Saved data entries:
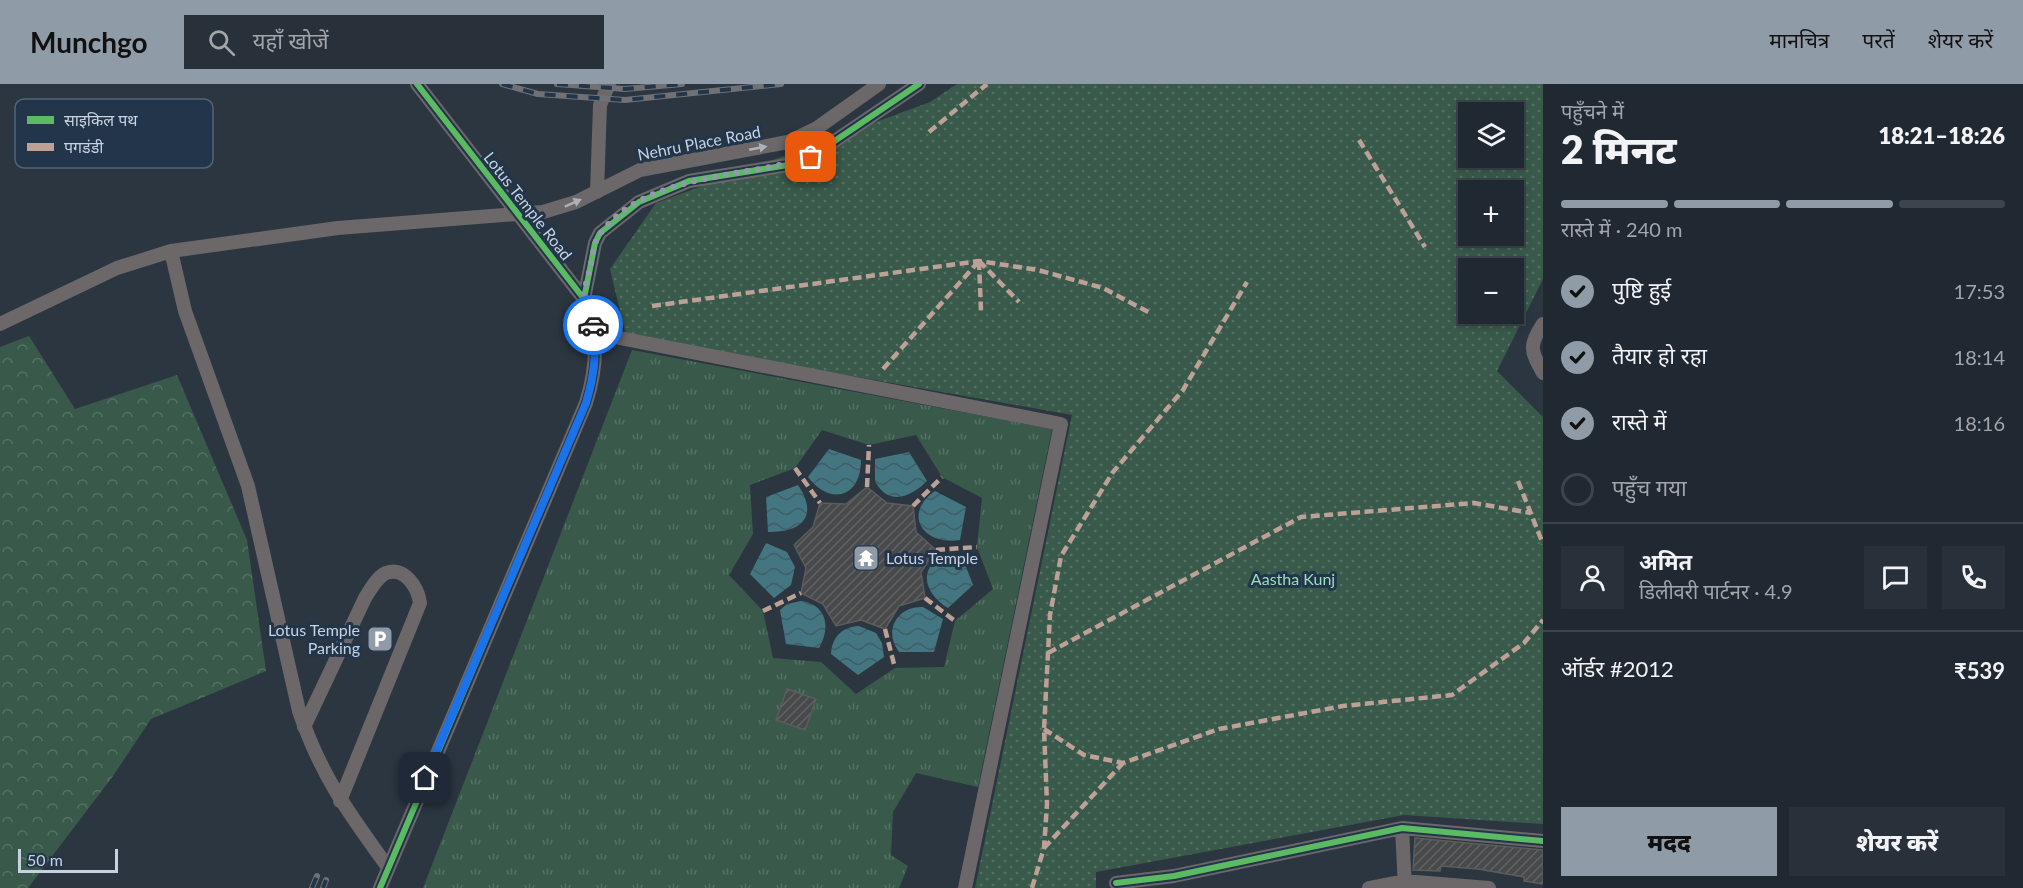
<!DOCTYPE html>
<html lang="hi">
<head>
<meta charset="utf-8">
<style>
  :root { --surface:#202831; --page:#283039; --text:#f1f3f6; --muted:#a2a6ab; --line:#3d444d; --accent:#909ba8 }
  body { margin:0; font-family:Lato,"Noto Sans Devanagari",sans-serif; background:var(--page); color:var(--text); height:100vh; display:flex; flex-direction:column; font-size:22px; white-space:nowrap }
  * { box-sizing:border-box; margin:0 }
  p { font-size:20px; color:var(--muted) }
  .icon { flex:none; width:33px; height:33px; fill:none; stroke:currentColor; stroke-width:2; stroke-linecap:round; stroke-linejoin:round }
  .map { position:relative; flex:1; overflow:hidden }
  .drawer { display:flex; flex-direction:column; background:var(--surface); width:480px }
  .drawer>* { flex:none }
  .tools { position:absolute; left:1458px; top:18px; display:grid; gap:12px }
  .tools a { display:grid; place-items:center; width:66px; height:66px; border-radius:0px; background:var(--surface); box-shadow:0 3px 9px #0003,0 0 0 2px var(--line); font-size:30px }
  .scale { position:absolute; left:18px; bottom:15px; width:100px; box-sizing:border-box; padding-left:6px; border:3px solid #c7d2e0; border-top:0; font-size:16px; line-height:21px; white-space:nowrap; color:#c7d2e0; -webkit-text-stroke:4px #22354a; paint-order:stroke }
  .pin { position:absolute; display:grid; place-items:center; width:51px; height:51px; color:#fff; margin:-26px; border-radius:12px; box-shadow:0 3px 9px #0006 }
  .courier { position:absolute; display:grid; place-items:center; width:60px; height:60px; margin:-30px; border:4px solid #1a73e8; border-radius:50%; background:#fff; color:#222; box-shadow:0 2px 8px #0007 }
  .head em { font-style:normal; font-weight:800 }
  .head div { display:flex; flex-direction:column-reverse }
  .head { display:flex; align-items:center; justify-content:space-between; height:102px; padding:0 18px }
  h1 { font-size:39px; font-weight:800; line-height:45px }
  .bar { display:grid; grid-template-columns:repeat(4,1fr); gap:9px 6px; align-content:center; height:72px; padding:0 18px }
  .bar i { height:8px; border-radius:4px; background:var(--line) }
  .bar .selected { background:var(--accent) }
  .bar p { grid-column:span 4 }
  .line { display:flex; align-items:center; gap:15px; padding:0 18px; border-top:2px solid var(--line) }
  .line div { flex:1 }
  .round { display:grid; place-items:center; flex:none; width:63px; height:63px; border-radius:0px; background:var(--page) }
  ol { padding:0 18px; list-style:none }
  li { display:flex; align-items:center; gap:18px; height:66px }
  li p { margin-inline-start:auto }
  li .icon { padding:6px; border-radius:50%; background:var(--accent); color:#111; stroke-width:4 }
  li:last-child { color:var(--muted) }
  li i { width:33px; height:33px; border:3px solid var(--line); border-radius:50% }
  .action { display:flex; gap:12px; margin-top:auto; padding:12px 18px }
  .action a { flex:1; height:69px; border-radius:0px; background:var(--accent); color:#111; font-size:24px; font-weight:800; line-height:69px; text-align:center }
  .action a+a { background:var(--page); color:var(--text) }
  header { display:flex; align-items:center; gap:36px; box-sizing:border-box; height:84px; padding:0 30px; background:var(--accent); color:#111 }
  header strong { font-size:28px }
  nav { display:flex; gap:33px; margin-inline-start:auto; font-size:21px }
  .search { width:420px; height:54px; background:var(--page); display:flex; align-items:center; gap:15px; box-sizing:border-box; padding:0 21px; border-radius:0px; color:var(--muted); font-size:22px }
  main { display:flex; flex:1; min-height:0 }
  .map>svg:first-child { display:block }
</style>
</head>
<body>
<header>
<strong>Munchgo</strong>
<div class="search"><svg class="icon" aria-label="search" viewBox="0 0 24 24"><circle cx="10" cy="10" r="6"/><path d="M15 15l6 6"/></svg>यहाँ खोजें</div>
<nav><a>मानचित्र</a><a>परतें</a><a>शेयर करें</a></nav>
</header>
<main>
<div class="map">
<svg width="1543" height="804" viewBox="0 0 1543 804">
  <defs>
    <pattern id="grass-tufts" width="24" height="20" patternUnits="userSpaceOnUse" patternTransform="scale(1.5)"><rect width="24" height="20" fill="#395a4a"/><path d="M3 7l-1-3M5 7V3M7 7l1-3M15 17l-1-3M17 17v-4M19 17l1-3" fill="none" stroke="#547164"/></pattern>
    <pattern id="forest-crowns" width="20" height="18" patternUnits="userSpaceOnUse" patternTransform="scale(1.5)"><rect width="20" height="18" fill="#395a4a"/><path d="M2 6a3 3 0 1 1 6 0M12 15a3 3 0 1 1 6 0" fill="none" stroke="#547164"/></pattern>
    <pattern id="park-dots" width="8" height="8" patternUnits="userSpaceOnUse" patternTransform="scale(1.5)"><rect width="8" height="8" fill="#395a4a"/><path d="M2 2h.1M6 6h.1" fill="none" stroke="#547164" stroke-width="1.8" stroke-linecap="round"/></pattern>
    <pattern id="water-waves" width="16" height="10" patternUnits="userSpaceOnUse" patternTransform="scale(1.5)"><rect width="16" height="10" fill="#437681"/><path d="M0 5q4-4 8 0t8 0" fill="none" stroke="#405d65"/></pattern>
    <pattern id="building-hatch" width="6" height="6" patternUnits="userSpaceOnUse" patternTransform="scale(1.5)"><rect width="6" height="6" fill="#48494b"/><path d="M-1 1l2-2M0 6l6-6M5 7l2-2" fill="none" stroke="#616265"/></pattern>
  </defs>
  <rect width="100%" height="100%" fill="#2b3641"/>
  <!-- grass -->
  <path fill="url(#grass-tufts)" fill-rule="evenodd" d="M632,266L1052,345L978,703L916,689L893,728L891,771L908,782L899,804H423ZM822,346L869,361L916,351L942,393L982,414L977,463L993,505L955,537L944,583L895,584L856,610L821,578L773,574L763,527L729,491L753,450L750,401L795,384Z"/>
  <!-- forest -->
  <path fill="url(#forest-crowns)" d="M29,252L75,325L177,291L247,456L266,587L151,635L113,692L28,804H0V263Z"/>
  <!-- park -->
  <path fill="url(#park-dots)" fill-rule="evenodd" d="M957,0H1543V195L1497,287L1543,333V740L1404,731L1096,788V804H975L1072,331L626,252L610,185L656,119L930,18ZM1468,28H1514V74H1468ZM1468,106H1514V152H1468ZM1468,184H1514V230H1468Z"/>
  <!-- water -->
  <path fill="url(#water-waves)" d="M829,365L861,376C861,414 830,422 808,393Z
    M909,368L927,397C911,413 888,423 875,397V375Z
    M798,401C819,432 802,449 768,448L766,413Z
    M935,407L966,423L960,456C923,462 902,430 935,407Z
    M766,459L787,468L795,483L791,501L774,514L750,490Z
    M946,471L962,472L973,501L948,524C926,511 915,484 946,471Z
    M801,517C827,521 831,543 819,564L786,560L780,526L787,520Z
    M923,523L943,535L934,568H899C883,547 897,522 923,523Z
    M859,542L876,549L882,559L884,573L858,591L831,570C832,553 842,543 859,542Z"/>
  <!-- building -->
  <path fill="url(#building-hatch)" stroke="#5b5c5c" stroke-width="1.5" d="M867,403L887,419L913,422L916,448L936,466L921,488L925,514L899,522L885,545L861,536L836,542L823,520L801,509L806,484L794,461L813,443L820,419L846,420Z
    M787,605L816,615L805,646L776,636Z
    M1415,754L1543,766V800L1524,797V793L1478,785L1441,782L1440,787L1413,786Z"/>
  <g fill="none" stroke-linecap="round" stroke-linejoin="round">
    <!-- minor -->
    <path stroke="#6c6768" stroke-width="14" d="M597,108L600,21L609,0
      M171,167L185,227L248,402L299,627C321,692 348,728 387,782
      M584,215L595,159L600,149L639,118L689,97L788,81L811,73L919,0
      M0,240L117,184L171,167L338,144L543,128L576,118L640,86L788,58L817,44L879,0
      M1543,240C1528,262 1531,267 1543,289
      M594,249L1061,340L965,804
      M304,643L365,514C370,506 377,493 386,489C405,482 418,504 420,519L340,717
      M1402,744L1405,804
      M1116,799L1174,792L1402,744L1543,757
      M380,804L586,319C597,284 600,249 584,215L417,0
      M1369,804L1404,797L1489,804"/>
    <!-- rail casing -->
    <g stroke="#6f7174" stroke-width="6">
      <path id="rail" d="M502,0L538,10L625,16L781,0
        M557,0L625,5L682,0
        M312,804L317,792
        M323,804L326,796"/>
    </g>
    <!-- rail -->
    <use href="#rail" stroke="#22354a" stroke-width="4" stroke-dasharray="11" stroke-linecap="butt"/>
    <!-- quiet -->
    <path stroke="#bda197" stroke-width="4.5" stroke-dasharray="9 4.5" stroke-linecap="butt" d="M929,48L987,0
      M1359,56L1425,163
      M979,177L1019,218
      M979,177L981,227
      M652,222L979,177L1038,186L1103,204L1150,229
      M883,285L979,177
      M795,384L820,419
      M1518,397L1543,460
      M867,403L869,361
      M913,422L942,393
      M936,466L977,463
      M925,514L955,537
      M763,527L801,509
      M885,545L895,584
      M1048,569L1301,433L1474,419L1531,429
      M1044,645L1084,671L1123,679L1219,645L1343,622L1452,611L1524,559L1543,536
      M1044,764L1123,679
      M1032,804L1044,764L1047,720L1044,645L1050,531L1061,472L1113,388L1183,306L1247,198"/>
    <!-- cycleway casing -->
    <g stroke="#22354a" stroke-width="10">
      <path id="cycleway" d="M584,215L595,159L600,149L639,118L689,97L788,81L811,73L919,0
        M1116,799L1174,792L1402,744L1543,757
        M380,804L586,319C597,284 600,249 584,215L417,0"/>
    </g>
    <!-- cycleway -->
    <use href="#cycleway" stroke="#5cba63" stroke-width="6"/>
  </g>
  <!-- one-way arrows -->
  <defs><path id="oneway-solid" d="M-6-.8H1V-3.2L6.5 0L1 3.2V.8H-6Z" transform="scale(1.5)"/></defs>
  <g fill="#acb2bc">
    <use href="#oneway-solid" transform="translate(758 64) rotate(-11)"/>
    <use href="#oneway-solid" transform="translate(573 119) rotate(-24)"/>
  </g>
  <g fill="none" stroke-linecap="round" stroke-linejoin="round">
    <!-- done -->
    <path stroke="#909ba8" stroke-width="6" stroke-dasharray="0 10.8" d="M593,241C591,232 585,224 584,216C583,207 588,193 590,184C593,173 593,159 600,150C644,89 746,94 811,73"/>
    <!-- route -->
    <path stroke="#1a73e8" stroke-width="8" d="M425,694L586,319C594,292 597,270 593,241"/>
  </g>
  <!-- icons -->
  <defs>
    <g id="temple-square" transform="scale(1.35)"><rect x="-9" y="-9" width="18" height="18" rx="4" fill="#909ba8" stroke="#22354a"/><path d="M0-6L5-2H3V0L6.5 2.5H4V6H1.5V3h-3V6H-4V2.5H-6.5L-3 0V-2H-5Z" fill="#fff"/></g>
    <g id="parking-square" transform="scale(1.35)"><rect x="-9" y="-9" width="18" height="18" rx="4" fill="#909ba8" stroke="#22354a"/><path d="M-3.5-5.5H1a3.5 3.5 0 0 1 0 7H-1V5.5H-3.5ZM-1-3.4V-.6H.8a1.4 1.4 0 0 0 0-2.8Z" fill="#fff"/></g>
  </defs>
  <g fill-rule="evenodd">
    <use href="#temple-square" x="866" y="474"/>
    <use href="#parking-square" x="380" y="555"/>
  </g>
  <g text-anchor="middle" stroke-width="6" stroke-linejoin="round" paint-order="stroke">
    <!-- street labels -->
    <g font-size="16" fill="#c7d2e0" stroke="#22354a">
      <text transform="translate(699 59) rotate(-11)" y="6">Nehru Place Road</text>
      <text transform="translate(528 122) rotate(52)" y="6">Lotus Temple Road</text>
    </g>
    <!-- poi labels -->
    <g font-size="16" fill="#c7d2e0" stroke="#22354a" text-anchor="start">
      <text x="886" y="480">Lotus Temple</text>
      <text x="360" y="552" text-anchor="end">Lotus Temple<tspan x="360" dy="18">Parking</tspan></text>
    </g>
    <!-- park labels -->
    <g font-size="16" fill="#9adfb7" stroke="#22354a">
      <text x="1293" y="501">Aastha Kunj</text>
    </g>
  </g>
  <!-- legend -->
  <rect x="15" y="15" width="198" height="69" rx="9" fill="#22354a" stroke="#546477" stroke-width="1.5"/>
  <rect x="27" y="32" width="27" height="8" fill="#5cba63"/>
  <rect x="27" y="59" width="27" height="8" fill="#bda197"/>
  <g font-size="16" fill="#c7d2e0">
    <text x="64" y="42">साइकिल पथ</text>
    <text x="64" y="69">पगडंडी</text>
  </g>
</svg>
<div class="tools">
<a><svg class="icon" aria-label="layers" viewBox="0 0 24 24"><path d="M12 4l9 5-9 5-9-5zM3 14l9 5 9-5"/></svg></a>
<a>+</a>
<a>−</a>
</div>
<div class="scale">50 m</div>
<div class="pin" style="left:811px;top:73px;background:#ea580c"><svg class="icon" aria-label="bag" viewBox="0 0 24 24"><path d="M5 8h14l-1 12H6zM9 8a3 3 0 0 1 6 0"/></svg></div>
<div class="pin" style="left:425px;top:694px;background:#1f2937"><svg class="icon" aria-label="home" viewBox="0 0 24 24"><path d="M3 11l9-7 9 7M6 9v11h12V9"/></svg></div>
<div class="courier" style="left:593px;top:241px"><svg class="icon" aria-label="car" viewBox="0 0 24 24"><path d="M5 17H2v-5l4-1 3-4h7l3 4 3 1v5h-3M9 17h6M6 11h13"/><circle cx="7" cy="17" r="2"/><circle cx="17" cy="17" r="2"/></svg></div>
</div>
<section class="drawer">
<div class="head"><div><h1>2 मिनट</h1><p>पहुँचने में</p></div><em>18:21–18:26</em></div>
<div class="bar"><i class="selected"></i><i class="selected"></i><i class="selected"></i><i></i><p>रास्ते में · 240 m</p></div>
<ol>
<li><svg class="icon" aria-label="check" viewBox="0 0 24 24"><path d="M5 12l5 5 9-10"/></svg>पुष्टि हुई<p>17:53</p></li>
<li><svg class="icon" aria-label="check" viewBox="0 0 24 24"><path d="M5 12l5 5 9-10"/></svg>तैयार हो रहा<p>18:14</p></li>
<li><svg class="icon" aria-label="check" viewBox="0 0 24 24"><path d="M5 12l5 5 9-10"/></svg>रास्ते में<p>18:16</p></li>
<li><i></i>पहुँच गया</li>
</ol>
<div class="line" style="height:108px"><a class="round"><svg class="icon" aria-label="person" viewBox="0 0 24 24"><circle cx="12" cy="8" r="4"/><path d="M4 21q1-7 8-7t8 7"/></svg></a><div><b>अमित</b><p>डिलीवरी पार्टनर · 4.9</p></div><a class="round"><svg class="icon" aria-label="chat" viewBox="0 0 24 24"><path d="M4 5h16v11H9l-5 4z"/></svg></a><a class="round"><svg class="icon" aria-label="phone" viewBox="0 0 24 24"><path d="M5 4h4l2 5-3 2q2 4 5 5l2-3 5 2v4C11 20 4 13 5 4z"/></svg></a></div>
<div class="line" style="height:78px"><div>ऑर्डर #2012</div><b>₹539</b></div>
<div class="action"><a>मदद</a><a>शेयर करें</a></div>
</section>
</main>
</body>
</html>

**Task prompt**
Give nothing except how many lines of the records include "strong".

**Response to this task**
2